PARIS — When a French person is wondering about which wine would be the best to drink with a “boeuf bourguignon” (a French meat ragout), Shant Zadourian always advises the Tushpa one. This red wine comes from the Haghtanak field, in the Armenian mountains, and it’s just strong enough to stand up to the dish. Since last July, Paris has had its first shop of Armenian wine, Kenats. Owned by Zadourian, a French-Armenian merchant, it’s the only one to offer around one hundred types of Armenian wines and spirits. So far, it has been a hit with Parisians.
Kenats means “cheers” in Armenian. What could be more appealing to a wine fan? Maybe the atmosphere of the little green and brown shop, decorated with eye-catching bottles and grapes. Inside, a huge map of Armenia with regions of wine production is displayed in the center, with explanations.
Zadourian owns this shop with his family. They have sold the wines through a website for one year now, and the opening of his shop is a way to increase sales and promote Armenian products in the middle of Paris.
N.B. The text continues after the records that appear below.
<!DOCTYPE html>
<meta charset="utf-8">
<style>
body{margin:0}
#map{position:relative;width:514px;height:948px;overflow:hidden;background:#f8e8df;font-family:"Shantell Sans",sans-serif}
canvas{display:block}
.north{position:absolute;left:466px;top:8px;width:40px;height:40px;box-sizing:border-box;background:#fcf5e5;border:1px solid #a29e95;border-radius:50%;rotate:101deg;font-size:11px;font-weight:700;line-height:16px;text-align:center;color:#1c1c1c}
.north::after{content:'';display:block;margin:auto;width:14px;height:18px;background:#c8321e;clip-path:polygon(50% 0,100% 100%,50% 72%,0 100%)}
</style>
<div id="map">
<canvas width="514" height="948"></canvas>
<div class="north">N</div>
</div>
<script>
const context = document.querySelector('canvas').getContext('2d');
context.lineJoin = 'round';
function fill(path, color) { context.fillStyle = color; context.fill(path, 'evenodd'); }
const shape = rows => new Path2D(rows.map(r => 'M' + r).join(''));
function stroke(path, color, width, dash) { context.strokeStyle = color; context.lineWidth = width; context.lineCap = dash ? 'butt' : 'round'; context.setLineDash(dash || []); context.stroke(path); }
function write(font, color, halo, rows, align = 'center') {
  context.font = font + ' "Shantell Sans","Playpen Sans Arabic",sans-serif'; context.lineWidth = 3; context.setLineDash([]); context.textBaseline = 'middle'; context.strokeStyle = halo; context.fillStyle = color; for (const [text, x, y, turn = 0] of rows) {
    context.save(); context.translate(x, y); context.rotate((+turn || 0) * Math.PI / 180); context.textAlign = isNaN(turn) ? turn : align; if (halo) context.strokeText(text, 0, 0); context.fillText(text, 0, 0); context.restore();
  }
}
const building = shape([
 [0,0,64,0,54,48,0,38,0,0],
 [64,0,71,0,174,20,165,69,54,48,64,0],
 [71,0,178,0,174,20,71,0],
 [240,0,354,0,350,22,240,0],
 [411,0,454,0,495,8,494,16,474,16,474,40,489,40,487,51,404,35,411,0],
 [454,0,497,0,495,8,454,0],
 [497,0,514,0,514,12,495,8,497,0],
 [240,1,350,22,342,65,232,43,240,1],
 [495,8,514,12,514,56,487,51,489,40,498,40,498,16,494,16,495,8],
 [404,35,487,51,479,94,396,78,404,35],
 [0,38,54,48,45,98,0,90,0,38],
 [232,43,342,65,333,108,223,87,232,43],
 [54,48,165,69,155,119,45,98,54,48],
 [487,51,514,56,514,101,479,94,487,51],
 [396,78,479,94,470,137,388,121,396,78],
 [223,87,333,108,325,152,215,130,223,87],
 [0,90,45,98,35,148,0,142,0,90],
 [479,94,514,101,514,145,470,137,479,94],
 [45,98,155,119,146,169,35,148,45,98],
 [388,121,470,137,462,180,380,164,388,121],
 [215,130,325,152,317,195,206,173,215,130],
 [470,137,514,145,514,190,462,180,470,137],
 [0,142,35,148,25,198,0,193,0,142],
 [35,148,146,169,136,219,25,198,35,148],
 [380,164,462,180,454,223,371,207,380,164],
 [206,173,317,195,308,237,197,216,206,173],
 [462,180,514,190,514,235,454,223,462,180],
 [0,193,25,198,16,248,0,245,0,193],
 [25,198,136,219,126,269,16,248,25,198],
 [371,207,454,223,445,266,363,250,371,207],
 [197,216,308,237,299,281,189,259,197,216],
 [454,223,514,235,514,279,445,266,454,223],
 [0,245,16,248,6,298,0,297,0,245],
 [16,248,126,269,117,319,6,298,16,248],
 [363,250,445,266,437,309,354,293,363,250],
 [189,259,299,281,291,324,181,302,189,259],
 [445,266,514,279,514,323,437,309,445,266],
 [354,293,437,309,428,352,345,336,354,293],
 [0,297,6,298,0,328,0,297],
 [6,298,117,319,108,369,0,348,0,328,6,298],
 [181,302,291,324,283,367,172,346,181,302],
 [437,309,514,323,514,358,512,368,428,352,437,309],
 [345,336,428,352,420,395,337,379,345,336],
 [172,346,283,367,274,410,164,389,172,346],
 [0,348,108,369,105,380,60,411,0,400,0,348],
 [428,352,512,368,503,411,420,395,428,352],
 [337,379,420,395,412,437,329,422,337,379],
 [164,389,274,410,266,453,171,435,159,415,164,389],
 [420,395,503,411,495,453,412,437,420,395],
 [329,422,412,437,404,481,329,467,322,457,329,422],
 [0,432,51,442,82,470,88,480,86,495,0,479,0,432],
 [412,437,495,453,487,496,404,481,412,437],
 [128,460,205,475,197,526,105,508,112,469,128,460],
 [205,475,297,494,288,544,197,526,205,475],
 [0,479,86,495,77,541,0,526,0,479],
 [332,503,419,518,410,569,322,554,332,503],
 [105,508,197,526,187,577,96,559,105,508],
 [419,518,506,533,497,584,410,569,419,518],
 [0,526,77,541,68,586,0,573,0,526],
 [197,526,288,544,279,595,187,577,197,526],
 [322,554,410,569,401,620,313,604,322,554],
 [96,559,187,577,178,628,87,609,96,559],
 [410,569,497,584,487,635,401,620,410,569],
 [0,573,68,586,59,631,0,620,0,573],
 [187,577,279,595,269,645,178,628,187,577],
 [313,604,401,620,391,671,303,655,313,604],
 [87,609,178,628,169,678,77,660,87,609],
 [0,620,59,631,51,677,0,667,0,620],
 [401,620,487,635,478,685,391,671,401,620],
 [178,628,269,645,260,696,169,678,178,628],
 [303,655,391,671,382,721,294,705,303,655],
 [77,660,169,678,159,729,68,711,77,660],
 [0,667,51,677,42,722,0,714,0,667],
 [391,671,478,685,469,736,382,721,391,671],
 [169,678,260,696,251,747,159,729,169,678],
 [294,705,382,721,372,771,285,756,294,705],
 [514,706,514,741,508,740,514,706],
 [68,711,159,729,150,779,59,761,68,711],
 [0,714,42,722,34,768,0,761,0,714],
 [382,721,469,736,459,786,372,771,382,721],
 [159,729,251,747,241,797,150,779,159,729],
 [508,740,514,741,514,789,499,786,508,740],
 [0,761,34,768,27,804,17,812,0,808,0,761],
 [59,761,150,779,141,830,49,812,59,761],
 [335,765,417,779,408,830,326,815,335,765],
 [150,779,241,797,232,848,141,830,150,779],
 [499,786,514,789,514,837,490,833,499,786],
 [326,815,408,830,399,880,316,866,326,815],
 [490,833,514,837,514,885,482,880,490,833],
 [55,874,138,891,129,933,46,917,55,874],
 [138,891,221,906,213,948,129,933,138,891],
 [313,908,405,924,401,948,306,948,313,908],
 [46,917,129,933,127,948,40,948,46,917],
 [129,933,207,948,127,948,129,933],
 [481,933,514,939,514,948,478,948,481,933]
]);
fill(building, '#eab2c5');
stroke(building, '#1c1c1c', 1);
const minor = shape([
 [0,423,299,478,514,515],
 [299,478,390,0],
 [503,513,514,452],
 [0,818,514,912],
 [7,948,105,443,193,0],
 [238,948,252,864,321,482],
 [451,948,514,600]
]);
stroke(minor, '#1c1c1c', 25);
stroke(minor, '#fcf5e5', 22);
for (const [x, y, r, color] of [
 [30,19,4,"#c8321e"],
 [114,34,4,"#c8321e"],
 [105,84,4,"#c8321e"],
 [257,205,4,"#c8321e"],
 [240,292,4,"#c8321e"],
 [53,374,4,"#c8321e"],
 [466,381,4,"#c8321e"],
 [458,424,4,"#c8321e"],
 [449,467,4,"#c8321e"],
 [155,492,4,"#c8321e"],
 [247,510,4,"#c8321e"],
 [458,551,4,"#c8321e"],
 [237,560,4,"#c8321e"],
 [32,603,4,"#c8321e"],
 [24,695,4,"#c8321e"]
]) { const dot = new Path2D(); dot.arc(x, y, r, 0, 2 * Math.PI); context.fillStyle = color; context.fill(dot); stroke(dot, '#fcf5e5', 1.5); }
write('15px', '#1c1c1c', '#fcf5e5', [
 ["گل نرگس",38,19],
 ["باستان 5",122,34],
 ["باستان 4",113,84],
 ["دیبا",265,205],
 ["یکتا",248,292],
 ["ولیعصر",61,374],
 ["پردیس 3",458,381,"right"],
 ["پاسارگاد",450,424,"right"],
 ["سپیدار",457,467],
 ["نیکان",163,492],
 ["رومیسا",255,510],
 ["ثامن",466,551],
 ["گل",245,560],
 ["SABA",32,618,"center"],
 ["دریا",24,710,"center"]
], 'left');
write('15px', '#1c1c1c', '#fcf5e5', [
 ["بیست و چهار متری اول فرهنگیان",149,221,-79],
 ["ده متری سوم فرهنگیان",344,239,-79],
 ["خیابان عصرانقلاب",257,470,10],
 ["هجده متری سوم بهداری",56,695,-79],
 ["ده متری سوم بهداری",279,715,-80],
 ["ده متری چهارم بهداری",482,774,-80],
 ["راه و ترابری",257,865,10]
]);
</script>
Zadourian offers nearly 70 brands of wines, such as the red ones, like Garoun and Sutak, or white ones, such as the Matevosyan. He also sells 20 brands of spirits, like the Proshyan vodka, with pomegranate flavor, or the Arax one, infused with mint. This selection appeals to Parisians since 95 percent of Zadourian’s customers are French people without Armenian origins.
He also works with restaurants in Paris, especially Israeli ones, which are keen on oriental wines. One of his greatest successes is the AreWine, a natural wine famous for its country taste and pioneering method of production. For many generations, the winegrowers of AreWine have only been women and they age the wine 9 months in terracotta vats.
Armenian Vineyards of Note
Zadourian runs his business primarily in Paris, but he also travels extensively in Armenia to exchange information and have human contact with winegrowers. The wines he sells are produced in four regions of Armenia: Armavir, Vayots Dzor, Ararat, and Aragatsotn. These regions are known as wine producers since one of the oldest wine caves in the world was located in Vayots Dzor. The Aragatsotn region is famous for its diversified climate, with its soil principally volcanic, rich in limestone, which is the most suitable for producing wine. The Tavush region is smaller and at a lower altitude, but is equally good for making good wine with its natural and humid climate.